Urban Poverty and Conflict

It is estimated that within a quarter of a century, poverty will primarily be an urban phenomenon. Urban contexts have long been associated with conflict, and it is widely speculated that rising poverty will exacerbate this.

How and why this may be is an issue that is poorly understood, however. This research programme explores the interrelation between urban poverty, inequality, and conflict.

It is being developed in close collaboration with two of the University of Manchester’s flagship centres for urban research, GURC and MARC, and currently involves two major initiatives, with a third one currently under funding consideration.

(a) Understanding the Tipping Point of Urban Conflict: Violence, Cities and Poverty Reduction in the Developing World (Directors: Caroline Moser, GURC, and Dennis Rodgers)

Although there is a long academic tradition linking urban contexts with conflict, the relationship between the two is neither preordained nor predetermined. Rather, there is a growing awareness that a range of specific factors lead to social conflict in cities 'tipping' into overt violence. Such factors include poverty, the existence of youth bulges, governance voids, and particular gender relations. This joint GURC-BWPI project explores the dynamics of these factors on urban violence in four cities in Asia, Africa and Latin America: Dili (Timor Leste), Patna (India), Mombasa (Kenya) and Santiago (Chile).

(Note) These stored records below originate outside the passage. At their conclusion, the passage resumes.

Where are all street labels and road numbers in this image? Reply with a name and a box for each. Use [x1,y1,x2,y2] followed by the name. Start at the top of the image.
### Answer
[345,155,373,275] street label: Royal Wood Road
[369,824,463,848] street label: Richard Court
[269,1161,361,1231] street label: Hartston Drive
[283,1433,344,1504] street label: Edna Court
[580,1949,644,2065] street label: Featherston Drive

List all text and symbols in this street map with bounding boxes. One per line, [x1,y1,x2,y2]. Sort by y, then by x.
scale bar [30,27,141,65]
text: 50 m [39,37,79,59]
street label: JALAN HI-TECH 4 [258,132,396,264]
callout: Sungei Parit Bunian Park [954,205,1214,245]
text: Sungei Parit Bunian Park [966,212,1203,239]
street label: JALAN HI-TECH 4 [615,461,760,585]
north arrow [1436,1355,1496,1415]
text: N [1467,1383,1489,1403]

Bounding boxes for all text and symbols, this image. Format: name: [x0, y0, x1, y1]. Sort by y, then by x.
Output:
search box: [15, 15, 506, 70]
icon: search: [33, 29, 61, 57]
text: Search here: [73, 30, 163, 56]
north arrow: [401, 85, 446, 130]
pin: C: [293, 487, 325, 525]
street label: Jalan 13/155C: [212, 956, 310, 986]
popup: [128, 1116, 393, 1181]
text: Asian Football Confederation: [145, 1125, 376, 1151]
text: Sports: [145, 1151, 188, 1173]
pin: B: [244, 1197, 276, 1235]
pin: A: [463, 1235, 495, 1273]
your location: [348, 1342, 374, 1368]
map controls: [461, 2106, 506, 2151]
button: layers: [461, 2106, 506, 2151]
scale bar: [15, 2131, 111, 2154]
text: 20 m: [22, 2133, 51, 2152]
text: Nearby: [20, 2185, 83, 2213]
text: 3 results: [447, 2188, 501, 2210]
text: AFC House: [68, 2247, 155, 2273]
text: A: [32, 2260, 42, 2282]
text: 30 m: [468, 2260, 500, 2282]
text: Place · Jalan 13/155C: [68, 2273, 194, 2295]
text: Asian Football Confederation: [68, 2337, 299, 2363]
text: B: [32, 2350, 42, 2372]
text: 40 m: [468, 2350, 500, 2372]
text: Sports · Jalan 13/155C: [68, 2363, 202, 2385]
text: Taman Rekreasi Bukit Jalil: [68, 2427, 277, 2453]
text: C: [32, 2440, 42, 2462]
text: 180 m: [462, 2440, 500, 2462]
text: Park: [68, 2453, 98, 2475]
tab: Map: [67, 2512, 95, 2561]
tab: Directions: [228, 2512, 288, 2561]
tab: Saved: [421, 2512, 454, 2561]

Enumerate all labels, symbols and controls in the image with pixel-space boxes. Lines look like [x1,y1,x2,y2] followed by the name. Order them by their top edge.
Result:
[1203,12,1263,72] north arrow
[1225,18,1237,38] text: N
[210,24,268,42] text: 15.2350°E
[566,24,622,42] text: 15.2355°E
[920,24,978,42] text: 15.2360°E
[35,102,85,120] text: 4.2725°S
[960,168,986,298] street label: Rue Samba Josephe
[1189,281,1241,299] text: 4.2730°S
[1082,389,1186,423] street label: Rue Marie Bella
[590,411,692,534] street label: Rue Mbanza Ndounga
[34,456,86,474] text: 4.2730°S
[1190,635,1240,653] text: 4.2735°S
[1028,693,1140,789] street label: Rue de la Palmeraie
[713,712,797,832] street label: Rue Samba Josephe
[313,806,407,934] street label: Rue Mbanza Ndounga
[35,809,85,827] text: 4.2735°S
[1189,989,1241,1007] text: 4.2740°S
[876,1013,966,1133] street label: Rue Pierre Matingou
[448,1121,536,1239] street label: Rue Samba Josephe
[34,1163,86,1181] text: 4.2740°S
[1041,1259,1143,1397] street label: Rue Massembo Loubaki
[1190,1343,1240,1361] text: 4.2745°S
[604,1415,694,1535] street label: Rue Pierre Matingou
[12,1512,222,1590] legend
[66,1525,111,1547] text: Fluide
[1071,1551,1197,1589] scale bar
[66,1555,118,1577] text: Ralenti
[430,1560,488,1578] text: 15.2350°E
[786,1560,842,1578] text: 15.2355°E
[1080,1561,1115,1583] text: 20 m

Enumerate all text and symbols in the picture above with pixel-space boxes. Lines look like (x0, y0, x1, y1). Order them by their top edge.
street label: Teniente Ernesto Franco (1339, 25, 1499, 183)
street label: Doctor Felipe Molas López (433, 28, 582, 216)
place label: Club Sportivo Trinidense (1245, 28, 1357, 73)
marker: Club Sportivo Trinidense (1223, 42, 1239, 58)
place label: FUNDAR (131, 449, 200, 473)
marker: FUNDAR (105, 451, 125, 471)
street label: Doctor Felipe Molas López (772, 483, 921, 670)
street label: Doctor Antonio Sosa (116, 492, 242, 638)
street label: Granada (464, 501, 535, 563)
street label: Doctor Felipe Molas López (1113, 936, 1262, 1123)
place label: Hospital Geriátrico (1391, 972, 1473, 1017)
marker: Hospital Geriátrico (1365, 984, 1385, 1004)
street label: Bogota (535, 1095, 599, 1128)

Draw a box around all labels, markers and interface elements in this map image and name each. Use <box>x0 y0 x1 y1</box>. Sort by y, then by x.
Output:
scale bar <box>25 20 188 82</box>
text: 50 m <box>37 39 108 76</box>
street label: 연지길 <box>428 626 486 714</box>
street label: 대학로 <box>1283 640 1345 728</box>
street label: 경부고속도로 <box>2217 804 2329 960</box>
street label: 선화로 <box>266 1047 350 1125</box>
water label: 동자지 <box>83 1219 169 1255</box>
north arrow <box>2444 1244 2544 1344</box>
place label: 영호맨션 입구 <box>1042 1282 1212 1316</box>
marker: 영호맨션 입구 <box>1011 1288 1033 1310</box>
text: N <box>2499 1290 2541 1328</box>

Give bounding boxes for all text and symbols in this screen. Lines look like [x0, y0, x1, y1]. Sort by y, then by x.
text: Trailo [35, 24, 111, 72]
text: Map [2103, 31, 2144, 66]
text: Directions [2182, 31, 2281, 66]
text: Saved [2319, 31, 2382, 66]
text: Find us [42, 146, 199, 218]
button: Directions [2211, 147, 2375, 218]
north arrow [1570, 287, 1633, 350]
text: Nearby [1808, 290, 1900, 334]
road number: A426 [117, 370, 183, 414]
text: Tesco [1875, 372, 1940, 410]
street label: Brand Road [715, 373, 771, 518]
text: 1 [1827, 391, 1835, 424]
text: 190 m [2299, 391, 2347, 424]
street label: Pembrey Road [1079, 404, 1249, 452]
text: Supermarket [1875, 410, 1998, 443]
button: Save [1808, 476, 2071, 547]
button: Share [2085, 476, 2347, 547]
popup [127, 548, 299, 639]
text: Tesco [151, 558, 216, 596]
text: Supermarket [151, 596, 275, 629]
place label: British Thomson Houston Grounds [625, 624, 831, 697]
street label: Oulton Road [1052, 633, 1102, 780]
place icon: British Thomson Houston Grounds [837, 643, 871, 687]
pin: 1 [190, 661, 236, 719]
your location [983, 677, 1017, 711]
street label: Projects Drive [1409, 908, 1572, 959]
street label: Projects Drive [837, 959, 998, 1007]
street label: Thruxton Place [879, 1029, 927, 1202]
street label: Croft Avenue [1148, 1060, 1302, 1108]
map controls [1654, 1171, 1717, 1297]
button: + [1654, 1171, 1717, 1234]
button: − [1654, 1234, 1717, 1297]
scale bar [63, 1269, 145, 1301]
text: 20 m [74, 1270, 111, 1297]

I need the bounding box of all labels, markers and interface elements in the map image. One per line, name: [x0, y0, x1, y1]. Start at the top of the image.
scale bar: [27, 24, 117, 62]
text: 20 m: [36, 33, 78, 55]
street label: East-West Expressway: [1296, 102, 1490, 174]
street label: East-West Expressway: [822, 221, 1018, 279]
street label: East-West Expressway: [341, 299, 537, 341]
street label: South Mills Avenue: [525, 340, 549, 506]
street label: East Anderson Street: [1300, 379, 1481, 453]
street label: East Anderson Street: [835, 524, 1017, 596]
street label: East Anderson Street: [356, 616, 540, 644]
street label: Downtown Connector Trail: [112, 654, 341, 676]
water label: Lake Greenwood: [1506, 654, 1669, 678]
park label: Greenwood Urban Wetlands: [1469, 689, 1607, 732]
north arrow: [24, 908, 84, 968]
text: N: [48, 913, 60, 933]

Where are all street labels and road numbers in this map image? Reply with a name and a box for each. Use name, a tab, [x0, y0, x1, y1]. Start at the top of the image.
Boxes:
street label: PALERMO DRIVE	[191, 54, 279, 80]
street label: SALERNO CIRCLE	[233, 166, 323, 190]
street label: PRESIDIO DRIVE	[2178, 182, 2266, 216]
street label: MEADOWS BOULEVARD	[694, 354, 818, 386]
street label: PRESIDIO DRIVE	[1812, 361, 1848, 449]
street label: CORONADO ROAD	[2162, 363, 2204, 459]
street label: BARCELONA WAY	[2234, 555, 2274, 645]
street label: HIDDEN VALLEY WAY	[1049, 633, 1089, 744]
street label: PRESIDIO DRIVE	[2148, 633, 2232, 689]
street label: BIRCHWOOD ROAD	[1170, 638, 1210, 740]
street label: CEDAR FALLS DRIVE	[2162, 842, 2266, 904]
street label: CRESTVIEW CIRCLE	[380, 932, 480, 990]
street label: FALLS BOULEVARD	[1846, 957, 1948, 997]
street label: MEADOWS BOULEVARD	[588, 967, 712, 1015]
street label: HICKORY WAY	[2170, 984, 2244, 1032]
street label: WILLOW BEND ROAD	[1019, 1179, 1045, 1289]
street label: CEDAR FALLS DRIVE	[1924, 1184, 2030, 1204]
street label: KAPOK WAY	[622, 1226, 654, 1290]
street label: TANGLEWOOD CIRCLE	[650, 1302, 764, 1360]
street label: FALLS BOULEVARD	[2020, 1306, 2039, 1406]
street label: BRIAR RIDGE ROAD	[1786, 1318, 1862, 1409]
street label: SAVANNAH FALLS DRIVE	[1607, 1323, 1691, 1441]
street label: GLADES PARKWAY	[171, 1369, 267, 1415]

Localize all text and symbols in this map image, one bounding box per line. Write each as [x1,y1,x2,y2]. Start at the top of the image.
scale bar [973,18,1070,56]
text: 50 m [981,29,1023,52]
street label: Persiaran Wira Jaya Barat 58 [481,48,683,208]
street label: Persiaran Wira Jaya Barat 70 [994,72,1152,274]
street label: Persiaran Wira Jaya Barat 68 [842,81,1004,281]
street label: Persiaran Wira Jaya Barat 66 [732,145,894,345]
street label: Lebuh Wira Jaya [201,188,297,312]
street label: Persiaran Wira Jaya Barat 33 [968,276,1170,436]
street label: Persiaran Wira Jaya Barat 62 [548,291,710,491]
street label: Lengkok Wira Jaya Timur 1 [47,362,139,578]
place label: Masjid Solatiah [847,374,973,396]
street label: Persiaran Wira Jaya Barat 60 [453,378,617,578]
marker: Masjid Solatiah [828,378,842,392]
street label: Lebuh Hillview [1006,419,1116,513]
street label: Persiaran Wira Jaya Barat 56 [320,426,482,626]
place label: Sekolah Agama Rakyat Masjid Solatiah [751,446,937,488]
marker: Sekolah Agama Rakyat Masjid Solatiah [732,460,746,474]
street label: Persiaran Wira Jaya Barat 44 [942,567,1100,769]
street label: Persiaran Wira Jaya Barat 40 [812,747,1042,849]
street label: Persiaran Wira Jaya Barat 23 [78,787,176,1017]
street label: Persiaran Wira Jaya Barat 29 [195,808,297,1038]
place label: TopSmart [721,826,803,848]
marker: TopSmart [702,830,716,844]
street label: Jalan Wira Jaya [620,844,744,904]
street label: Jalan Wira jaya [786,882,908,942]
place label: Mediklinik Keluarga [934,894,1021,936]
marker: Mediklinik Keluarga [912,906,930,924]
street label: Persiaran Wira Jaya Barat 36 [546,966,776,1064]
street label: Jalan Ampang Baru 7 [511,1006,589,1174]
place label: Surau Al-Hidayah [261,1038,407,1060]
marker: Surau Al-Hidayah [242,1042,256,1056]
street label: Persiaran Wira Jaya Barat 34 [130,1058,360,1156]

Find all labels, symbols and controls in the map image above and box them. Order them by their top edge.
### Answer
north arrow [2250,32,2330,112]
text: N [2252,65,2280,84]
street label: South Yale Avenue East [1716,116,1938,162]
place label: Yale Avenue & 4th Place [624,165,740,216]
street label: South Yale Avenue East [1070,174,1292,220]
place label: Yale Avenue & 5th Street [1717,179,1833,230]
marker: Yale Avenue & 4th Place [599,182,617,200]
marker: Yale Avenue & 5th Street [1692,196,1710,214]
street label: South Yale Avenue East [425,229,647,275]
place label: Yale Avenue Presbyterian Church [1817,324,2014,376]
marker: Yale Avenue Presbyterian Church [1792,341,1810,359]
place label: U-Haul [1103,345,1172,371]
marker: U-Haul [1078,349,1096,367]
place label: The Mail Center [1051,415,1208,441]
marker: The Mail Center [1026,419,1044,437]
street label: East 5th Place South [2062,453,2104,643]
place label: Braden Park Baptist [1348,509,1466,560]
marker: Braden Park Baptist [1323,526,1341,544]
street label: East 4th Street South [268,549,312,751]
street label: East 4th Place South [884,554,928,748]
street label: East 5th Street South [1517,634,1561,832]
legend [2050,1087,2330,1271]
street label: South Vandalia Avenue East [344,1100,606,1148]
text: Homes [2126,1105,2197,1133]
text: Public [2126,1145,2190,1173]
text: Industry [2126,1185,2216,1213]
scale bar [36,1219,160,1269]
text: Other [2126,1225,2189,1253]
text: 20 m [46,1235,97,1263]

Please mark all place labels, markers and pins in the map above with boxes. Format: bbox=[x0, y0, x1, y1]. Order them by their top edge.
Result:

(b) ClimUrb: Poverty and Climate Change in Urban Bangladesh (Directors: Manoj Roy and David Hulme)

This research project explores climate change impacts on the living conditions of poor urban people and communities in Bangladesh. It focuses on the problems of earning a living, accessing basic services, keeping healthy and raising children, including in particular the conflicts and insecurity that these can generate in poor urban communities, and how this impacts on broader poverty trends. The project also seeks to establish new avenues for innovative policy determination.

(c) Gangs, Violence and Poverty (Director: Dennis Rodgers)

Gangs are among the most paradigmatic forms of urban violence, intimately associated with poverty, yet they are also highly misunderstood and prone to sensationalist representation. This particularly applies to the dynamics and consequences of gang economic activities, which often constitute attractive forms of capital accumulation in impoverished contexts, and frequently have a significant impact on poverty levels. Understanding the logic of gangs, and the consequences of their violence for poor communities, is thus critical for the coherent elaboration of poverty-reduction strategies in an urbanising world. Two project proposals are under consideration: one on the socio-economic trajectories of gang members once they leave the gang; the second on violence and the criminalisation of poverty in Central America.